TASK PROMPT ▸ For the entries below, say how many lines hold the word "above", with the number as the only reply.

(Saved entries)
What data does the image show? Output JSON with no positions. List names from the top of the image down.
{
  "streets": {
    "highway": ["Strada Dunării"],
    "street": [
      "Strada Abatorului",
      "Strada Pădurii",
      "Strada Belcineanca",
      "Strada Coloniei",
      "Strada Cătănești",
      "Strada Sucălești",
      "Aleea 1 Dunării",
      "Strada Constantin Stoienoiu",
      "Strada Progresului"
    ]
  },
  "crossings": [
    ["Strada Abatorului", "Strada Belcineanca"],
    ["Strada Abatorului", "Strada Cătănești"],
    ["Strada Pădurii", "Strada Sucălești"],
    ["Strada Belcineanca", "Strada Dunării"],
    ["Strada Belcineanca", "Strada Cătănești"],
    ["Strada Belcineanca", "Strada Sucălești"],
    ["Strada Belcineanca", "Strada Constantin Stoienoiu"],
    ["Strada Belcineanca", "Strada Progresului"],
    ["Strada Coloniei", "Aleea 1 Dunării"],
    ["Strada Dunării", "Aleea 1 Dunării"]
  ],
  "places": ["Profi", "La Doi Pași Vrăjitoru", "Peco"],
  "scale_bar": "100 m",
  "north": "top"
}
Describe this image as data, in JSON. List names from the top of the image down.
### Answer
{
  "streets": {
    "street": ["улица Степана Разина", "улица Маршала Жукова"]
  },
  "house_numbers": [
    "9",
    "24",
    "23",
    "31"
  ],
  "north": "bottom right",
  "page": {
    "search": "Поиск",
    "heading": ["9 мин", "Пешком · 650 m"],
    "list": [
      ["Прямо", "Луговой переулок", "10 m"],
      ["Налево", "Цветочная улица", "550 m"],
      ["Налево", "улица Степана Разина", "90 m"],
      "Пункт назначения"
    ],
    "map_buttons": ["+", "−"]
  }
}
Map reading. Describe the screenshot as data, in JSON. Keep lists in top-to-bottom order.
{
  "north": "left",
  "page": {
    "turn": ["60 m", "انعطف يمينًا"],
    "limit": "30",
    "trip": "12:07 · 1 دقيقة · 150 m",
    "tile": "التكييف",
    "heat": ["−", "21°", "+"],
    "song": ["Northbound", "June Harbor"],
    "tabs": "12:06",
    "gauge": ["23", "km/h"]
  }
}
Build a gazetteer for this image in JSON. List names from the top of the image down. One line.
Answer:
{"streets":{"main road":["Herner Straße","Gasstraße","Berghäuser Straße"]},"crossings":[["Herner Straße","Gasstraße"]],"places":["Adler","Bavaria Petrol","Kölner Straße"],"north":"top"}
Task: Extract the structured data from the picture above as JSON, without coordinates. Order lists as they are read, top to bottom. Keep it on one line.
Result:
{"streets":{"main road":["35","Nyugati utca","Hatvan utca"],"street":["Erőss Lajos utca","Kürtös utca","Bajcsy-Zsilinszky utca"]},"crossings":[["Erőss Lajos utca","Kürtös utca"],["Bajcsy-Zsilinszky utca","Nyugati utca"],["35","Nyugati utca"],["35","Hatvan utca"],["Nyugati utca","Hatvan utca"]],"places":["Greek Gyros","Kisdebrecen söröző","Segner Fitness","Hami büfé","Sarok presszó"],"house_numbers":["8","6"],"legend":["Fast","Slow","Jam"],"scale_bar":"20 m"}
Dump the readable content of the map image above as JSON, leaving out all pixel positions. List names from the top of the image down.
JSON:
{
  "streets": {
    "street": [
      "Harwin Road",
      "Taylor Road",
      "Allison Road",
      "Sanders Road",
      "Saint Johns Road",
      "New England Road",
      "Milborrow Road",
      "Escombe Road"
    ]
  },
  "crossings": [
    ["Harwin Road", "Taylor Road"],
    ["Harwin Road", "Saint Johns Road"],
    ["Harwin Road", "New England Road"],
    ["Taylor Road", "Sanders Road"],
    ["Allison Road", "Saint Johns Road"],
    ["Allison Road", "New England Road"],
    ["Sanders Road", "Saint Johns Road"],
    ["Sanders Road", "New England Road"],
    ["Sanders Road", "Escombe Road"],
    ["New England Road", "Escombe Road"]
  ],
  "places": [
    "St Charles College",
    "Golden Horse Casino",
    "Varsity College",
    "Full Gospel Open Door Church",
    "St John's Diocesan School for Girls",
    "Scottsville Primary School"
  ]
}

RESULT FOR THIS EXERCISE ▸ 2